Nowe wydanie:
„444”
Maciej Siembieda
Niejedno dzieło sztuki
rozpala wyobraźnie tych, którzy je podziwiają. Jedne z nich wzbudzają o wiele
większe emocje niż można byłoby się spodziewać. Przekaz, jaki niosą czasem
ukryty jest pomiędzy wierszami, tak, by mogli odczytać go jedynie
wtajemniczeni. A co jeśli zrobi to ktoś, kto nie powinien w ogóle być świadomy jego
istnienia?
Epickie malowidła Jana
Matejki od ponad wieku obrazują wiele najważniejszych momentów w historii
Polski. Jednak niektóre mogą zawierać coś jeszcze. Czy obraz „Chrzest Warneńczyka”
należy do tej kategorii? Z pewnością jego dzieje są cokolwiek niecodzienne,
kradziony i odzyskiwany był kilka razy, co stoi za tymi czynami? To nie jedyna tajemnica
z nim związana. Kolejną do wyjaśnienia ma prokurator Jakub Kania, który bardzo
szybko przekonuje się, iż cenne płótno budzi zainteresowanie aż za bardzo i to może
z zabójczym skutkiem. Dlaczego właśnie to dzieło mistrza otacza aura sekretów i
zagadek? A może prawda jest o wiele bardziej skomplikowana i kryje się w
proroctwie z przeszłości? Święta wojna prowadzona jest od stuleci i od setek
lat toczy się poza polskimi granicami, jaki związek ma obraz z dziewiętnastego
wieku, nawet jeśli jest spod pędzla mistrza malarstwa? Tak wiele znaków
zapytania, natomiast odpowiedzi żadnej, poszlaki są nikłe i opierają się
bardziej na śledczej intuicji niż tropach. Czy to wystarczy by odkryć sekret,
jaki od setek lat był chroniony? Co kryje?
Tych, którzy przeczytali,
chociaż jedną powieść autorstwa Macieja Siembiedy, z pewnością nie muszę zachęcać
do lektury kolejnej. Natomiast reszta powinna jak najszybciej sięgnąć po książki
tego pisarza. Dlaczego? Bohaterowie, motyw, wątki, drugi plan. To tak w skrócie,
a jak wiadomo liczą się detale, bez nich czytanie traci smak i wkrada się nuda.

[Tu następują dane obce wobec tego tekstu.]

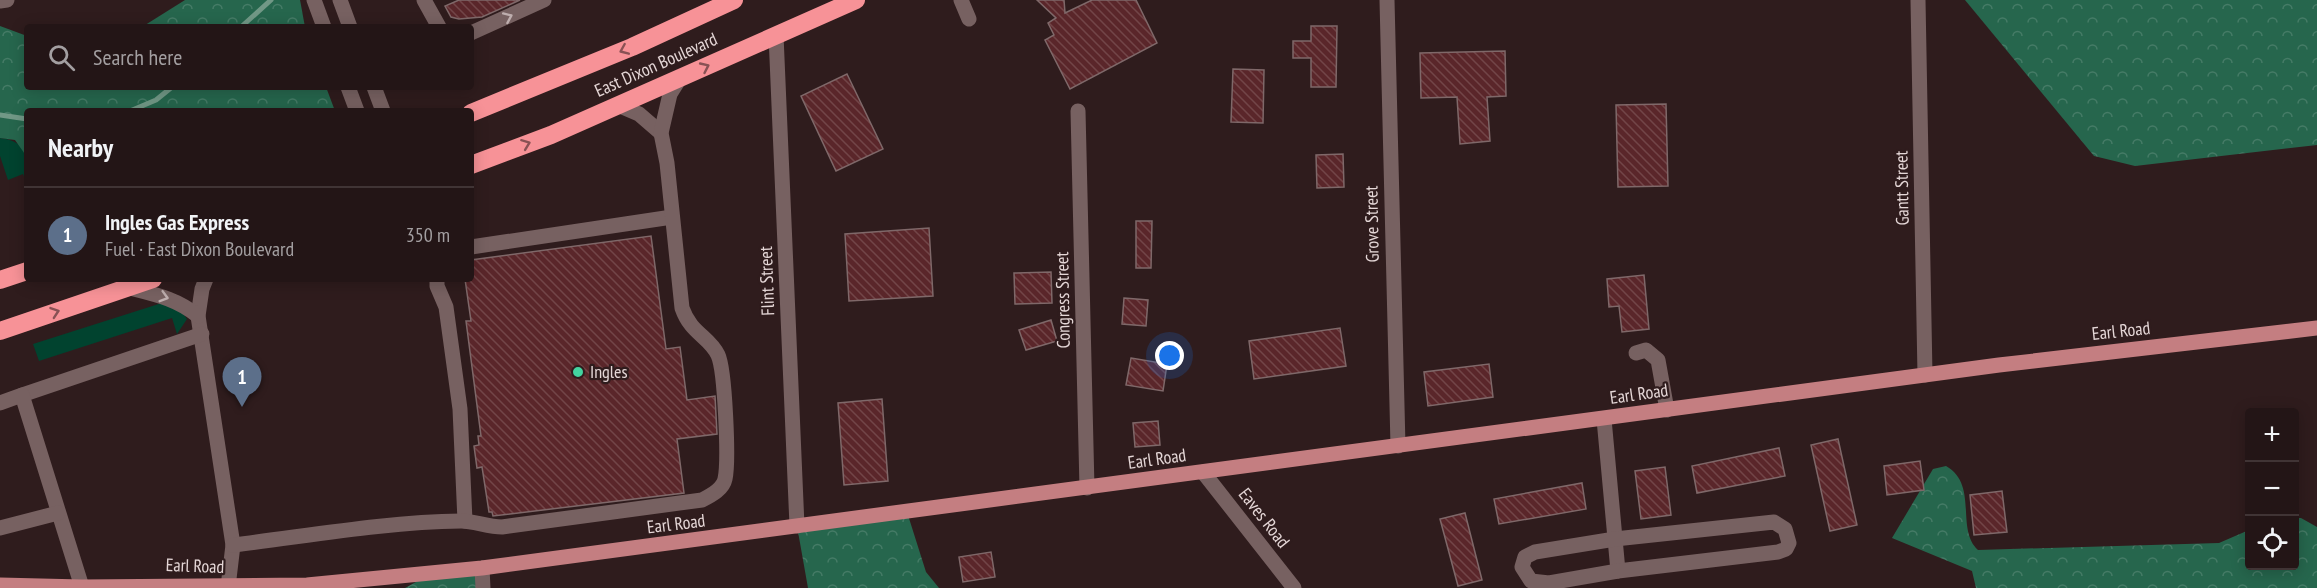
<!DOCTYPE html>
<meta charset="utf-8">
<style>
:root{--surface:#231516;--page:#2f2223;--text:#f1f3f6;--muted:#a39fa1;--line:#403435;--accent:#43d4a0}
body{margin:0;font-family:"PT Sans Narrow",sans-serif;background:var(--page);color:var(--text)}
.controls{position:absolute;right:18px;bottom:18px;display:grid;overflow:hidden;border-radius:6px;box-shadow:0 3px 15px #0003}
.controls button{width:54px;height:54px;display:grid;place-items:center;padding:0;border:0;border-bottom:2px solid var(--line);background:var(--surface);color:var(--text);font:30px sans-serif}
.you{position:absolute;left:1170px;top:356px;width:21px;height:21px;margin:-15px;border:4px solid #fff;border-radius:50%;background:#1a73e8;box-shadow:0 0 0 9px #1a73e833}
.badge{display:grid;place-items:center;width:39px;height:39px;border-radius:50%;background:var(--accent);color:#fff;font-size:20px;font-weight:700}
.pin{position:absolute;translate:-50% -50px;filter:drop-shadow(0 2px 3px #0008)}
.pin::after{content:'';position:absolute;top:32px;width:21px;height:18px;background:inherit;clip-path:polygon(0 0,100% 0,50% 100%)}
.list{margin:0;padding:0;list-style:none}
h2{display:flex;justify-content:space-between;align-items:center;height:78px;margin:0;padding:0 24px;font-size:26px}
h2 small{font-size:20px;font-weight:400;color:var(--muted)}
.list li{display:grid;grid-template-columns:39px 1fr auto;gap:18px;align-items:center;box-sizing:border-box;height:96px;padding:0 24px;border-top:2px solid var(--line)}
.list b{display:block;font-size:22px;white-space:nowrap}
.list p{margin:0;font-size:20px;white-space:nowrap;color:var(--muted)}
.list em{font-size:20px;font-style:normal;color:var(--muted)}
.icon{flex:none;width:33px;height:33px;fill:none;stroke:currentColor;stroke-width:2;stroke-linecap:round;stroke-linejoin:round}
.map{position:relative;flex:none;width:2317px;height:588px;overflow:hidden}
.search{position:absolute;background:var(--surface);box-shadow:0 3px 15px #0003;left:24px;top:24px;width:450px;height:66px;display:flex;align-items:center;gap:15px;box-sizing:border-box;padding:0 21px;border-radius:6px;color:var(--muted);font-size:22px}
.panel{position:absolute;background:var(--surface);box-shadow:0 3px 15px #0003;left:24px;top:108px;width:450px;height:174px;border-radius:6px}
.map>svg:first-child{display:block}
.grass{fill:#01432f}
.forest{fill:url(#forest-crowns)}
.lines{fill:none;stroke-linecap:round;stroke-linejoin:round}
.stream{stroke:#719886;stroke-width:5}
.building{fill:url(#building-back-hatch);stroke:#7f6869;stroke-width:1.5}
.minor{stroke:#776161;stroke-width:15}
.major{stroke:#c47e81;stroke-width:15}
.highway{stroke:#f79297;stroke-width:18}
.oneway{stroke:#beaeae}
.oneway2{stroke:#895154}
.poi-dot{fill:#43d4a0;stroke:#2f1c1d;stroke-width:2}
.labels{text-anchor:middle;stroke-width:4.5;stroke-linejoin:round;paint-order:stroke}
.street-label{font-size:18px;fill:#e5d7d7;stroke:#2f1c1d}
.poi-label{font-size:18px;fill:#e5d7d7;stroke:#2f1c1d;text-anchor:start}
</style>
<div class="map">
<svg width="2317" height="588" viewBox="0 0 2317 588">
<defs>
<pattern id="forest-crowns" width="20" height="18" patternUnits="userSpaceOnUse" patternTransform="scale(1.5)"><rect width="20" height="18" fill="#26664d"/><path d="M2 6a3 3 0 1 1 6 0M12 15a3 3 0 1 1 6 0" fill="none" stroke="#457b66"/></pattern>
<pattern id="building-back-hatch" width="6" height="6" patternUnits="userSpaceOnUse" patternTransform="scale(1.5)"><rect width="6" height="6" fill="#5a262a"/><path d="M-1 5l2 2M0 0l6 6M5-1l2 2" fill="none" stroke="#724548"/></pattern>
</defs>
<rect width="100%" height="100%" fill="#2f1c1d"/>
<!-- grass -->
<g class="grass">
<path d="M0 138C30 141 27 161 27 185L23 174 8 180 0 156Z"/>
<path d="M165 302 181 311 187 319 177 334 172 318 39 361 33 344Z"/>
</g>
<!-- forest -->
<g class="forest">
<path d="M185 0H300L305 27H142Z"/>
<path d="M1965 0H2317V145L2135 166 2094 156Z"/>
<path d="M0 26 27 36V87H326L335 111H27V157L15 140 0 138Z"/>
<path d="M1946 466C1979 485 1955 529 1978 550L2219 543 2249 530 2250 566H2294L2295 518H2301L2317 527V588H1976L1972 571 1892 538 1933 469Z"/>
<path d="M907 512 926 572 939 588H808L797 526Z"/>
<path d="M483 568 484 588H405L434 572Z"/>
</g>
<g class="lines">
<!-- stream -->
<g class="stream">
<path d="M241 27 271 0"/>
<path d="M130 111 156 100 172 87"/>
<path d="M0 115 27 119"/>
</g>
</g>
<!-- building -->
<g class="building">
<path d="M459 0H520L482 17 459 19 451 17 445 6Z"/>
<path d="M1037 0H1064L1065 13 1092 0H1136L1157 43 1070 89 1045 40 1054 35 1048 23 1056 18Z"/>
<path d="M1311 26H1337L1336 87H1311V58H1293V41H1311Z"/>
<path d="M1505 51 1506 96 1487 97 1490 141 1460 144 1457 97 1421 98 1420 53Z"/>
<path d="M1233 69 1264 70 1263 123 1231 122Z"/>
<path d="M847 74 883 149 836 171 801 96Z"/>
<path d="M1666 104 1668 186 1618 187 1616 105Z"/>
<path d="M1343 154 1344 187 1317 188 1316 155Z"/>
<path d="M1136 221H1152L1151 268H1136Z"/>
<path d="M929 228 933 296 849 301 845 234Z"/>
<path d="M651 236 666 349 680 347 687 400 715 396 717 434 677 439 684 493 493 516 492 512H489L482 467 477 468 474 446 479 445 478 436H481L466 321H471L465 279H471V260Z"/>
<path d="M1051 272 1052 303 1015 304 1014 273Z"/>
<path d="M1644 275 1649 329 1622 332 1619 306 1609 307 1607 279Z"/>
<path d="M1124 298 1148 300 1146 326 1122 324Z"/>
<path d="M1051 320 1057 341 1026 350 1019 330Z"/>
<path d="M1340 328 1346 366 1254 379 1249 341Z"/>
<path d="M1131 358 1167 364 1163 391 1126 385Z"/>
<path d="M1489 364 1493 397 1428 406 1424 372Z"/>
<path d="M882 399 888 481 844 485 838 403Z"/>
<path d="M1158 421 1160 445 1135 447 1133 423Z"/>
<path d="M1838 439 1857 525 1830 531 1811 445Z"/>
<path d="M1779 448 1785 476 1697 493 1692 466Z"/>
<path d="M1920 461 1924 490 1887 495 1884 466Z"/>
<path d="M1665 467 1671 515 1641 519 1635 471Z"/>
<path d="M1582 483 1586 509 1499 524 1494 499Z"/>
<path d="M2002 491 2007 532 1974 535 1970 495Z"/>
<path d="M1465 513 1482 580 1458 586 1440 519Z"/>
<path d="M991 552 995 577 963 582 959 557Z"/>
</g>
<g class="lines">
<!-- minor -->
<g class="minor">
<path d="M314 0 324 27"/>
<path d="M340 0 350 27"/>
<path d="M424 0 439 27"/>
<path d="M961 0 969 19"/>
<path d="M1387 0 1398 446"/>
<path d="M1918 0 1925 375"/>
<path d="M0 1 7 0"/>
<path d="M471 33 544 0"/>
<path d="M776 35 797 526"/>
<path d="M348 87 357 111"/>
<path d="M374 87 383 111"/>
<path d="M618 105 639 114 661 133"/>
<path d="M1078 111 1087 488"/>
<path d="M471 247 672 217"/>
<path d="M206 279 202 289 198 316 233 545 228 587"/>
<path d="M437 279V286L446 307 460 409 465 521"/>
<path d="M126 287C153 294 176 298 198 316"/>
<path d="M1636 353 1646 350 1658 360 1667 410"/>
<path d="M22 395 202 334"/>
<path d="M0 403 22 395 82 587"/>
<path d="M1604 419 1618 571"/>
<path d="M1203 472 1294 588"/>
<path d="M1774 522 1785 529 1789 543 1786 549 1778 552 1618 571 1549 583 1531 581 1522 567 1525 557 1535 552 1615 539Z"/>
<path d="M0 528 58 513"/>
<path d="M233 545C308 536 385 522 461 521 474 521 488 527 502 527L702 500C712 495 723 489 725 479 729 461 725 370 718 355 709 336 691 334 682 308L667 163 661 133 670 94 680 78"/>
<path d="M482 568 483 588"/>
</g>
<!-- major -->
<path class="major" d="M0 585 82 587 307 585 482 568 1999 365 2317 328"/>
<!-- highway -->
<g class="highway">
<path d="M471 113 632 47 734 0"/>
<path d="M471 165 551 135 856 0"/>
<path d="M0 280 27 271"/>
<path d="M0 331 153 279"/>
</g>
</g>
<!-- one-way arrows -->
<defs><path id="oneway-chevron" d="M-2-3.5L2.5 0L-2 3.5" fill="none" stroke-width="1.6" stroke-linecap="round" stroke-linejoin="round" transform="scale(1.5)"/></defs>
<g class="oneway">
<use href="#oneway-chevron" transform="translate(508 17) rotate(-24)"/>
<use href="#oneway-chevron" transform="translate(164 297) rotate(16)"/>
</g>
<g class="oneway2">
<use href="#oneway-chevron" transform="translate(624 50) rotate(157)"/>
<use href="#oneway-chevron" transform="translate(705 67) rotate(-25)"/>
<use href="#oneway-chevron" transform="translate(526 144) rotate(-21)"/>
<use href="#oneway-chevron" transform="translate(55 312) rotate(-19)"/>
</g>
<!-- markers -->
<circle class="poi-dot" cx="578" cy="372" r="6"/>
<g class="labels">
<!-- street labels -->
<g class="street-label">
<text transform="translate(656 65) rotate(-24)" y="6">East Dixon Boulevard</text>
<text transform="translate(1902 188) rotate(-91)" y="6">Gantt Street</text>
<text transform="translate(1372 224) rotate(-91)" y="6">Grove Street</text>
<text transform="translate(767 281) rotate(-92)" y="6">Flint Street</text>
<text transform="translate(1063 300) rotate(-91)" y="6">Congress Street</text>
<text transform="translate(2121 331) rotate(-6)" y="6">Earl Road</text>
<text transform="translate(1639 394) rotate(-8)" y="6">Earl Road</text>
<text transform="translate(1157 459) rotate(-8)" y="6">Earl Road</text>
<text transform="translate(1264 518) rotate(52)" y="6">Eaves Road</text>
<text transform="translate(676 524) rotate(-7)" y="6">Earl Road</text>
<text transform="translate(195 566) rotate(2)" y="6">Earl Road</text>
</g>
<!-- poi labels -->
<g class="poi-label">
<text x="590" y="378">Ingles</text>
</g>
</g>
</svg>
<div class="controls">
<button>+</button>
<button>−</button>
<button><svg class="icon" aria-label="locate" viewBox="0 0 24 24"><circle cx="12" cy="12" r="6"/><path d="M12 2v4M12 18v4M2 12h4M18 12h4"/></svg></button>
</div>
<div class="you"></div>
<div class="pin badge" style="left:242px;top:407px;background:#5c6f8a">1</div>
<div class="search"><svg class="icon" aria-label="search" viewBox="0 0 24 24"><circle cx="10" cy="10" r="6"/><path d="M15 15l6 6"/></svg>Search here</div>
<section class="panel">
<h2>Nearby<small></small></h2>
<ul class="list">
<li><span class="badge" style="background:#5c6f8a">1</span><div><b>Ingles Gas Express</b><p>Fuel · East Dixon Boulevard</p></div><em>350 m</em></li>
</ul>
</section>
</div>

Z pewnością w „444” jedno i drugie czytelnikowi nie gości ani na minutę. Sama
tematyka jest już intrygująca, a podłoże faktograficzne jest wprost jak ze
scenariuszy największych światowych wytwórni filmowych. Prawda historyczna plus
wyobraźnia autora daje efekt w postaci pełnej zwrotów akcji, oczywiście w
najmniej spodziewanych momentach, kierujących fabułę w kierunku, jakiego nikt z
czytających nie brał pod uwagę. Zresztą rozpoczynając czytanie „444”
spodziewajcie się czegoś więcej niż niespodziewanego i wcale nie jest na
wyrost, zwłaszcza jeśli przeszłość, mnie i bardziej odległa, przeplata się z
teraźniejszością i nie tylko. To tak na zaostrzenie apetytu, chociaż bardzo
szybko przekonujemy się, że zgodnie z hasłem „cudze chwalicie, swego nie znacie”
okazuje się, iż na rodzimym podwórku mamy wiele zagadek, czekających na
odkrycie i rozwiązanie. Można je również uczynić motywem dla książki, w której mistrz
Matejko jest w samym centrum prokuratorskiego śledztwa, a główny bohater przemierza
świat wzdłuż i wszerz by je rozwiązać.